EAD tem de ter presencial como referência
A valorização do projeto pedagógico de cada IES e a avaliação da execução constituem um processo que gera qualidade do curso
A qualidade dos cursos EAD no Brasil continua a render troca de farpas entre o setor e o Ministério da Educação. Resultados do Enade apontam a necessidade urgente de melhoria, mas há gestores e especialistas que questionam os parâmetros do MEC colocados à mesa. Há, entretanto, uma certeza: a oferta de cursos EAD no país é grande e – atenção – é muito diversificada.
“Há modelos predominantes, porque existem grupos grandes, com muitos alunos, mas a educação a distância é absolutamente diversa”, diz Betina Von Staa, doutora em linguística, à frente da Comissão de ética e qualidade da Associação Brasileira de Educação a Distância (ABED) e coordenadora do Censo EAD.Br, realizado pela entidade há 15 anos. “No Censo, além de seis grupos grandes, há outros 79 pequenos grupos que participam respondendo ao questionário”, diz Betina, para exemplificar essa diversidade.
Para ela, a qualidade está vinculada a “uma proposta pedagógica clara, com um objetivo claro, fazer esse objetivo acontecer na oferta de cursos da IES e acompanhar os resultados. O interessante é ter a proposta, criar o curso, mesclar momentos a distância, presenciais, síncronos e assíncronos e avaliar o resultado. Temos muita oferta com esse perfil. O governo diz que 40% do curso têm de ser com momentos presenciais, por exemplo, e as IES vão se adequando. Mas têm de ser presenciais ou síncronos por quê? O importante é chegar à melhor combinação em função da realidade e do objetivo que o curso quer atingir.
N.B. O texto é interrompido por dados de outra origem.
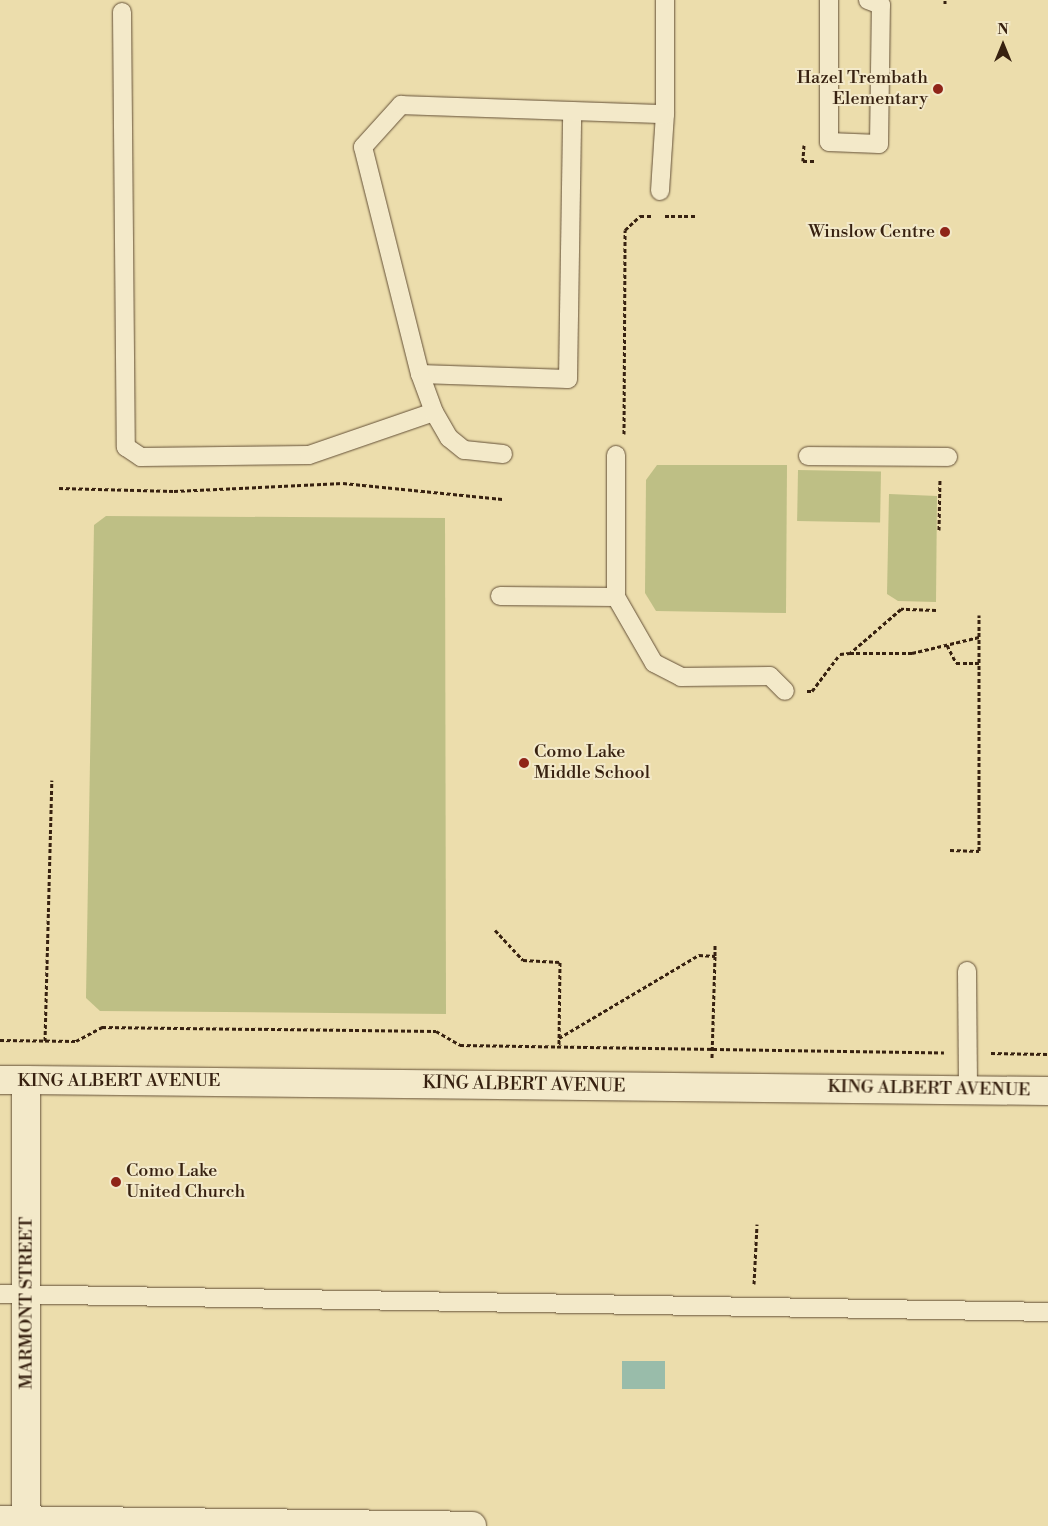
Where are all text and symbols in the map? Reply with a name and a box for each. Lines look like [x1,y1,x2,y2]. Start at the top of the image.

É claro que isso é difícil de regular, é mais fácil dar uma canetada e vir com um número mágico. Esse número mágico não existe”.
“Uma proposta pedagógica robusta é fundamental”, concorda Luciana Machado, superintendente acadêmica da Fipecafi. Ela acrescenta que bons conteúdos e a maneira como são entregues fazem a diferença. Dois cursos EAD oferecidos por essa IES paulistana conquistaram nota 5 no Enade, ciências contábeis – que já repetiu a façanha em ciclos anteriores – e administração. Na graduação, a Fipecafi tem cerca de 900 alunos no EAD e 100 no presencial.
“Os conteúdos são produzidos pelos professores, temos curadoria pedagógica. Não temos fábricas de conteúdo e esse é um ponto importante. Há IES que não produzem o próprio material e sequer controlam a qualidade do que está sendo ofertado.” A flexibilidade é a característica mais requisitada daqueles que buscam cursos EAD, ela tem de existir, mas também é preciso haver interação.
Tanto na graduação quanto no MBA, os cursos da Fipecafi têm 25% de carga horária síncrona – interação ao vivo com o docente responsável e colegas – e 75% de carga horária assíncrona. O aluno conta com materiais de estudo – vídeos, podcasts, sugestões e indicações de leituras.
A aula online não é expositiva. “Os docentes tratam da aplicabilidade do conteúdo, estudos de caso, exemplos práticos e há participação de pessoas do mercado. A presença na aula é flexível e as gravações integrais dos encontros ficam disponíveis, assim, o aluno pode assistir a uma ou mais aulas gravadas, ou mesmo rever o conteúdo discutido em sala quantas vezes desejar.” Há controle quanto ao número de participantes das aulas síncronas. “O ideal é em torno de 40 alunos.”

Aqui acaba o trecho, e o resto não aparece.